I don't really need to wire in a tone capacitor do I?
I think that was the relevant statement.
After all the time it took to replace your pot, there is no way your ears could have made an accurate comparison. Your mind certainly did, however. There is nothing wrong with that if it makes you "feel and play better" (based on what you think/assume you are hearing).
I don’t think you can declare there’s no way anyone else can hear a frequency just because you don’t. There have been studies that show on average people of high school age can hear frequencies that people over 50 cannot.
For me, I owned and operated a recording studio for the better part of a decade, producing recordings. Through all those experiences, mentored by producers from other larger and sometimes well-known studios, I developed the skill to differentiate frequencies in sound pretty well. Even chasing a particular sound with guitars and wiring, things that do make a difference I can hear (e.g. cap values I can hear the difference, while cap types make no difference.) When I finally achieve a sound I was chasing, I can detect it. It might not be a big difference, but sometimes that last 1-3% of difference in the sound is precisely what I was chasing, and when I achieve it, I can tell. Part of the reason is last 1-3% of difference is what most of the years in the studio was spent on, because that is the job.

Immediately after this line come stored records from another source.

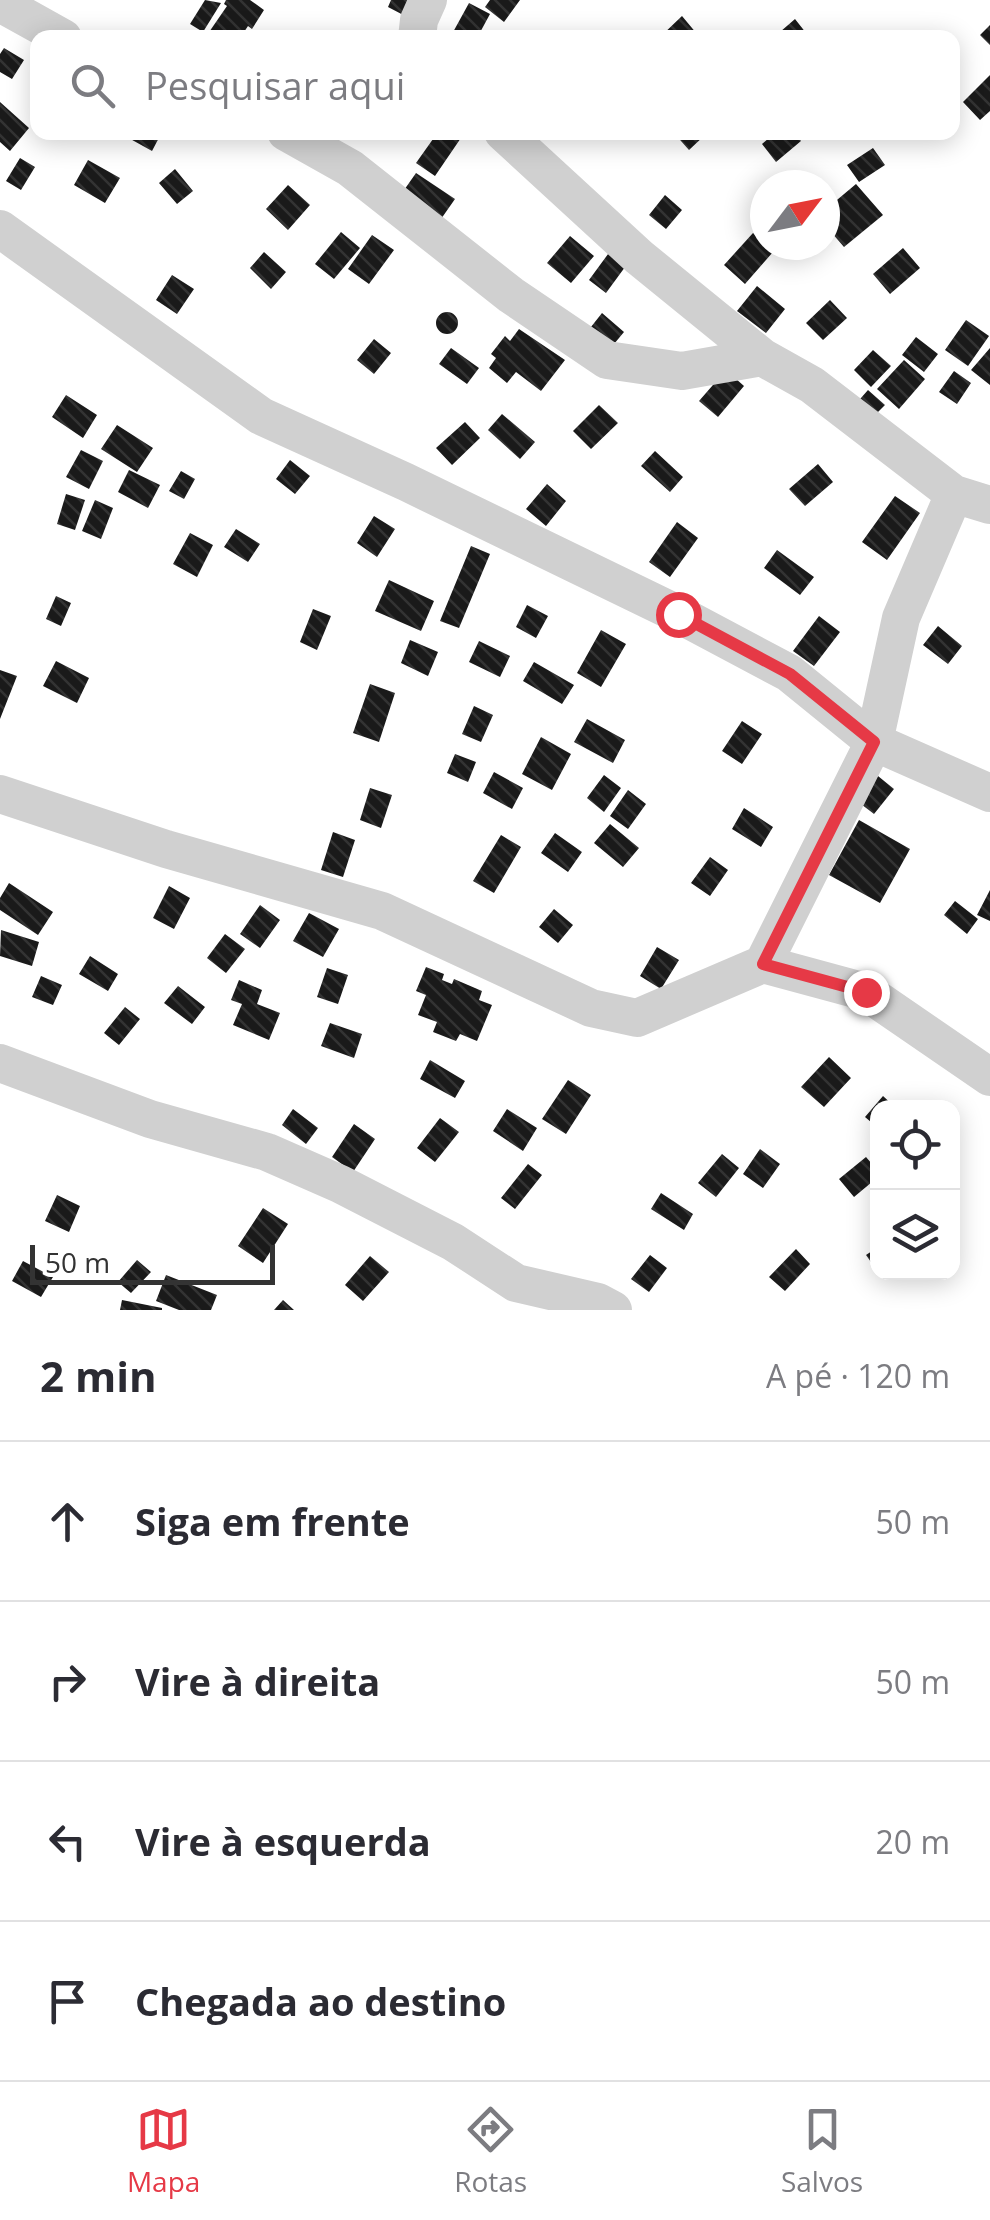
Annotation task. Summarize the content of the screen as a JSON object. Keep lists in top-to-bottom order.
{
  "scale_bar": "50 m",
  "north": "top right",
  "page": {
    "search": "Pesquisar aqui",
    "scale": "50 m",
    "heading": ["2 min", "A pé · 120 m"],
    "list": [
      ["Siga em frente", "50 m"],
      ["Vire à direita", "50 m"],
      ["Vire à esquerda", "20 m"],
      "Chegada ao destino"
    ],
    "nav": ["Mapa", "Rotas", "Salvos"]
  }
}
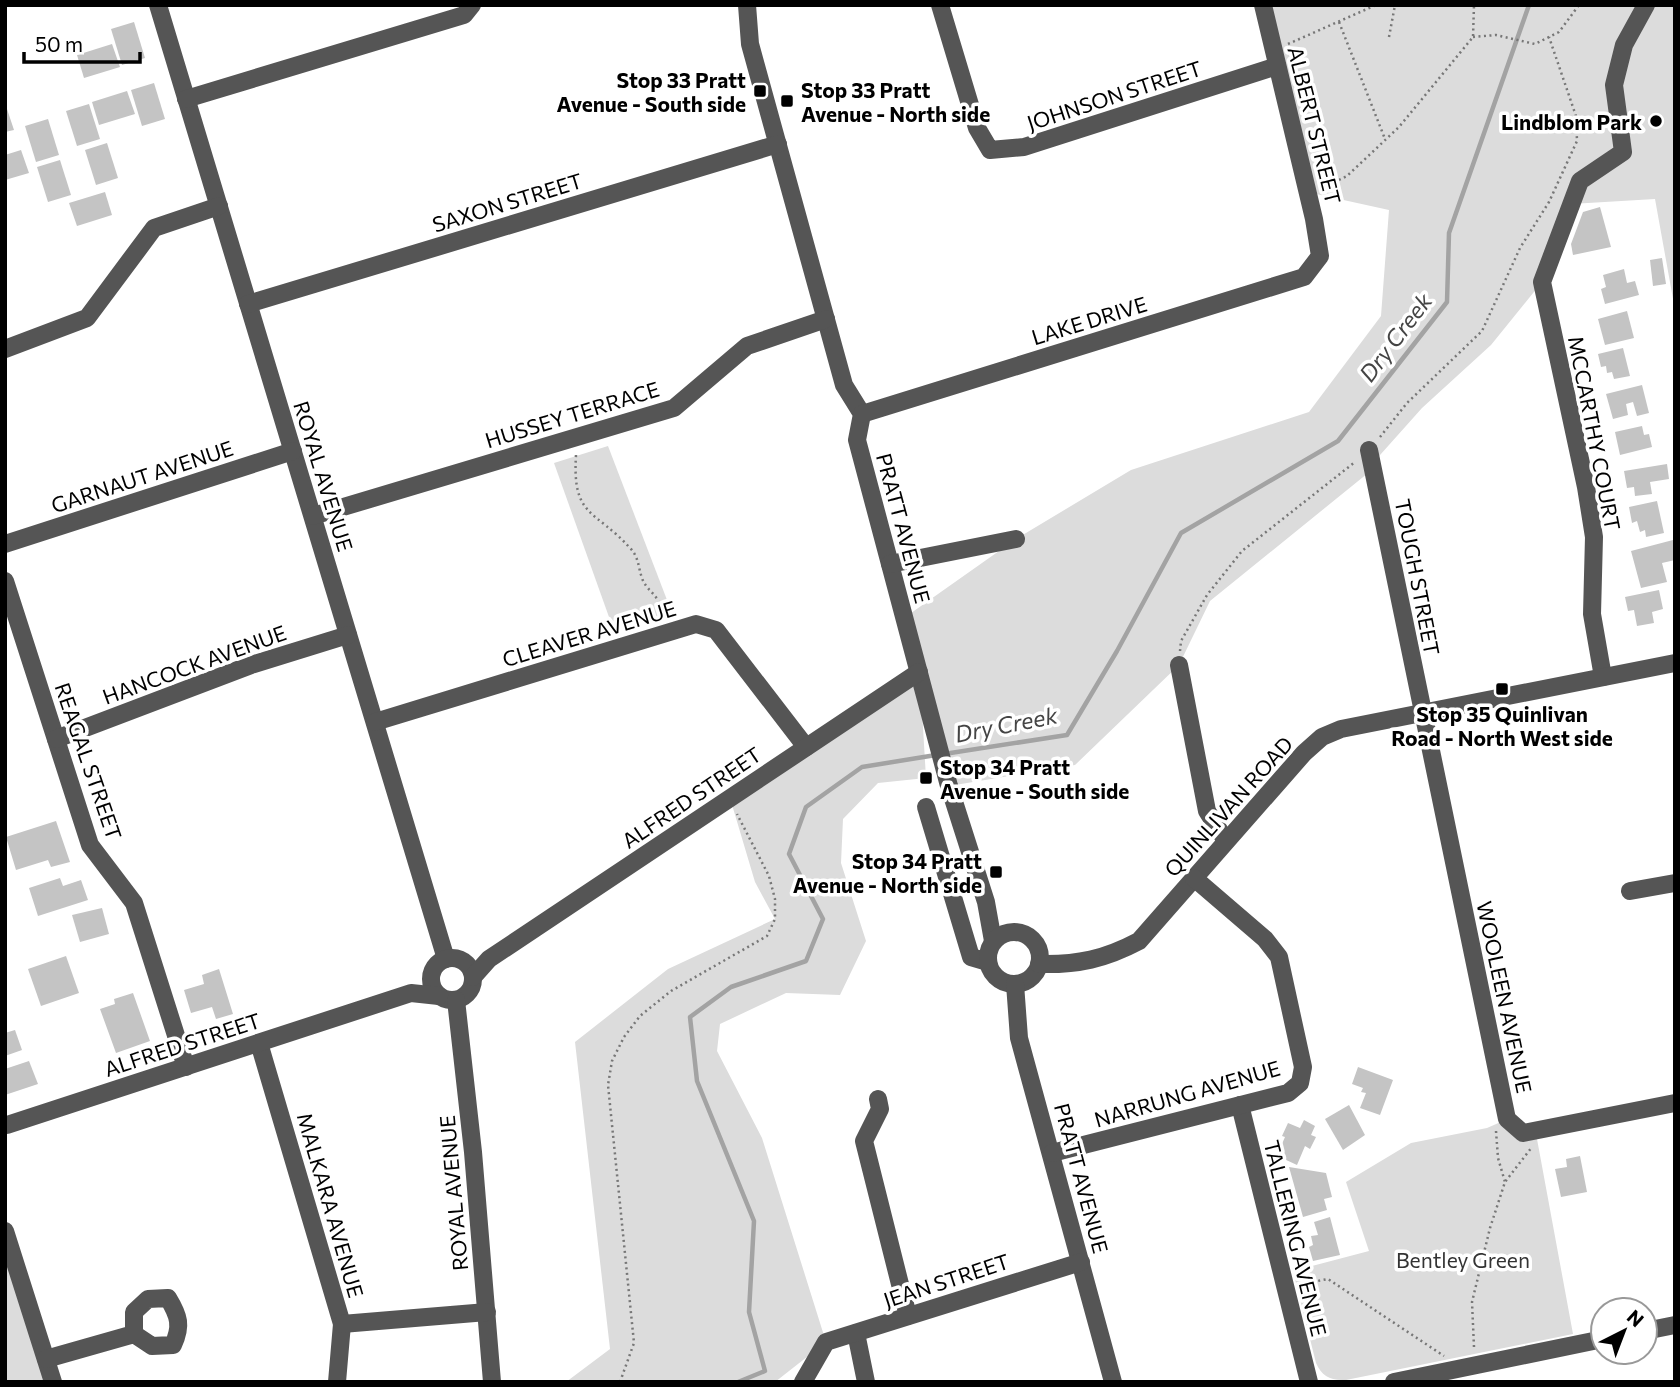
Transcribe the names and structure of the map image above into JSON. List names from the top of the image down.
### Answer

If it didn’t make a difference, I would be on here reporting my disappointment, like in the case of cap types. I chased that and cap type didn’t make a difference, though the actual values did. If you’re leaking any amount of signal to ground through resistors and caps, it’s detectable to the ear. Whether a particular person can hear it will vary. But I can hear it.
And by the way, I didn’t rewire everything and check separately after time passed. I typically make test rigs and switch the elements in real time before deciding how to wire it. I think you made too many assumptions there based on your experience, but not mine.